Significant between group differences at Time 1 or Time 2 are shown in boldface, p < .05.
3.1. Synchrony
3.1.1. Maternal Utterance Rate
A 2 (Group) × 2 (Time) repeated-measures Analysis of Variance (ANOVA) for number of mothers’ utterances per minute revealed no significant main effects or interactions. Thus, the frequency of mothers’ speech to infants was stable over time and mothers of Hd infants spoke to their infants as often as mothers of Hh infants did.
3.1.2. Infant Vocalization Rate
A 2 × 2 repeated-measures ANOVA for number of infant vocalizations per minute indicated the Group × Time interaction was not significant. However, main effects of Time, F(1, 16) = 4.81, p < .05, η2 = .23, and Group, F(1, 16) = 4.91, p < .05, η2 = .24, were significant. Thus, Hh infants vocalized significantly more frequently than Hd infants did, and both groups vocalized significantly more often at Time 2 than at Time 1 (Table 2).
3.1.3. Mother-Infant Vocal Synchrony
A 2 × 2 repeated-measures ANOVA for proportions of maternal utterances that overlapped infant vocalizations indicated the Group × Time interaction was not significant, F(1, 15) = 1.12, p = .31. The main effect of Time was also not significant; however, the main effect of Group was significant, F(1, 15) = 7.04, p < .05, η2 = .31. Thus, despite similar Hh and Hd maternal utterance rates, mothers in Hd dyads overlapped a greater proportion of infant vocalizations than mothers in Hh dyads did. By comparison, dyssynchrony in Hh dyads was relatively infrequent (Table 2). Hd dyads showed a trend toward decreasing dysynchrony after cochlear implantation, t(7) = 2.12, p = .07, with levels equivalent to that of Hh dyads at Time 2, t(16) = 2.07, p = .06.
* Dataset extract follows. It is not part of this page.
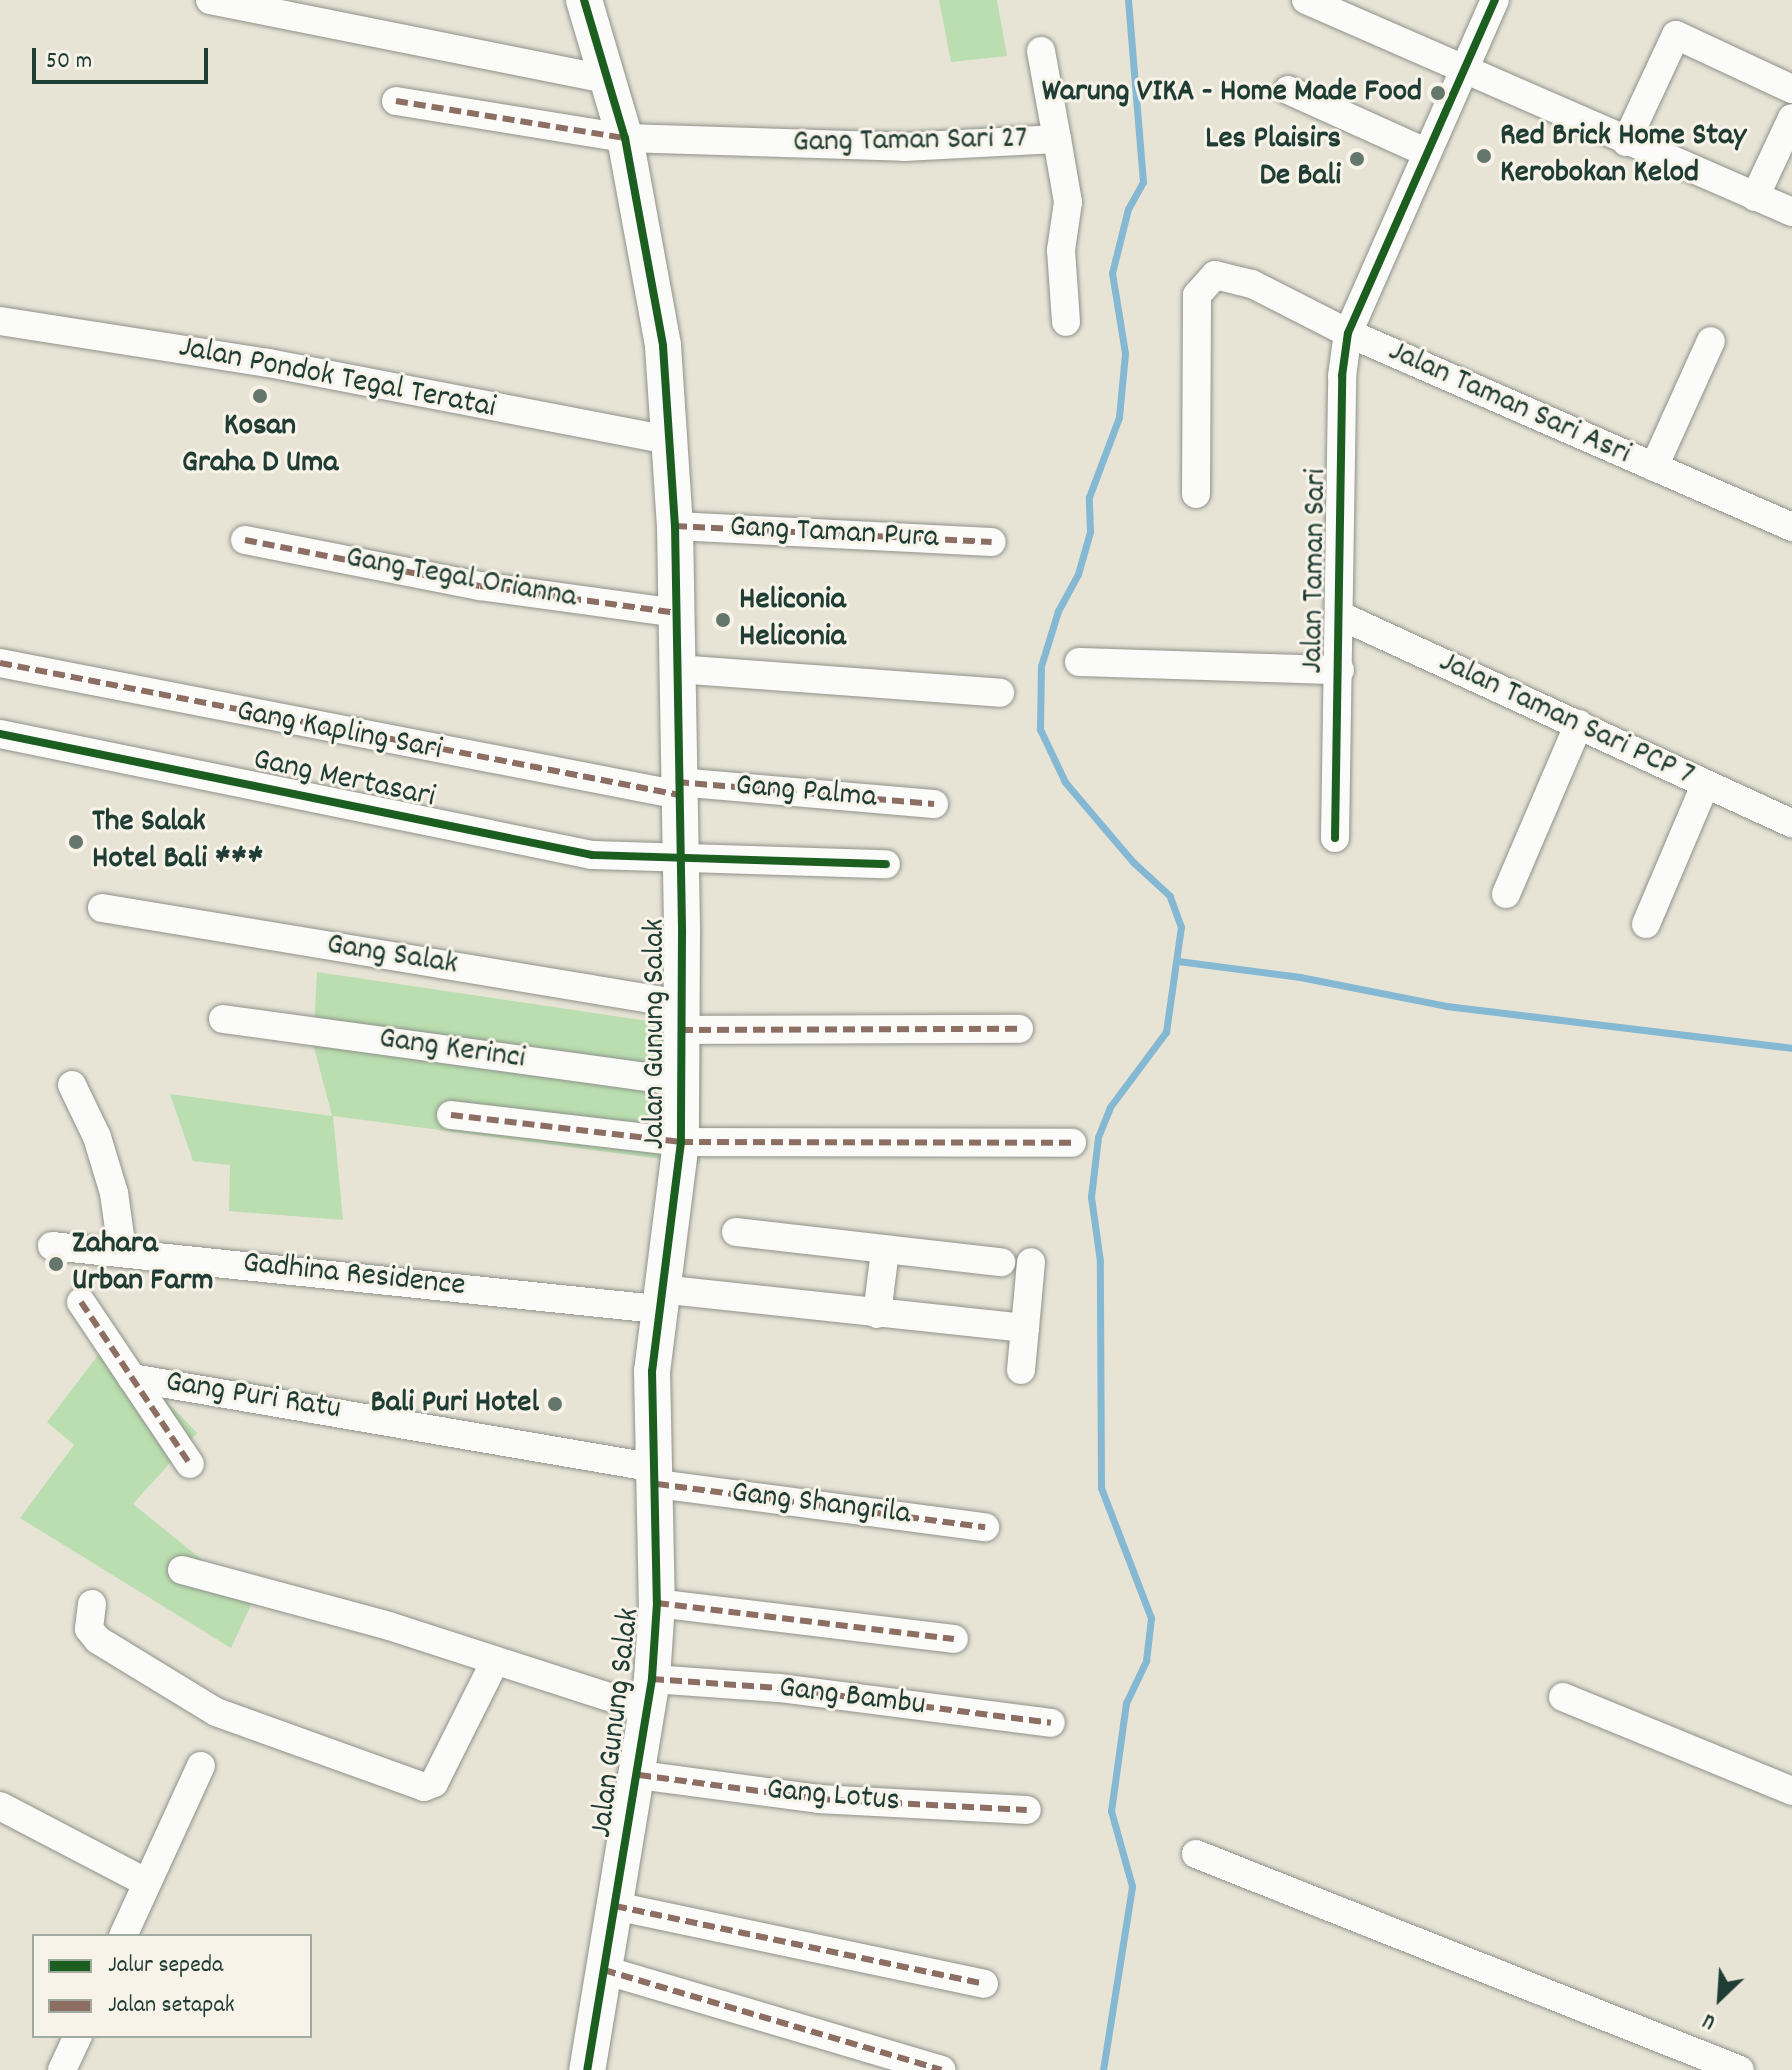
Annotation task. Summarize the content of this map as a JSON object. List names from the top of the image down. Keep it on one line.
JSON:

It is important to note that because infants vocalized at similar rates at Time 1 (as did Hh and Hd mothers), differences in synchrony in mother-infant interactions did not occur in relation to infant vocalization rate. Moreover, in hearing dyads, relatively low levels of dyssynchrony were observed at Time 2 despite Hh infants’ significantly increased vocalization rate.
3.2. Maternal Complexity
A 2 × 2 repeated-measures ANOVA of maternal MLU indicated a significant Group × Time interaction, F(1, 16) = 9.62, p < .01, η2 = .38. Follow-up independent-samples t-tests revealed MLU in both groups (Hh, Hd) was similar at Time 1, t(16) =.23, p = .81; however, at Time 2, mothers in Hh dyads used significantly more complex utterances than mothers of Hd infants did, t(16) = 2.42, p < .05, d = 1.16. Thus, whereas mothers’ language complexity in speech to hearing infants increased over time (paired-samples t(8) = 3.55, p < .01, d = .70), maternal complexity in Hd dyads remained stable and did not increase, t(8) = 1.63, p = .14. In fact, Hd maternal complexity at Time 2 did not differ significantly from Hh mothers’ speech to younger hearing infants (Time 1), t(16) = 1.11, p = .28.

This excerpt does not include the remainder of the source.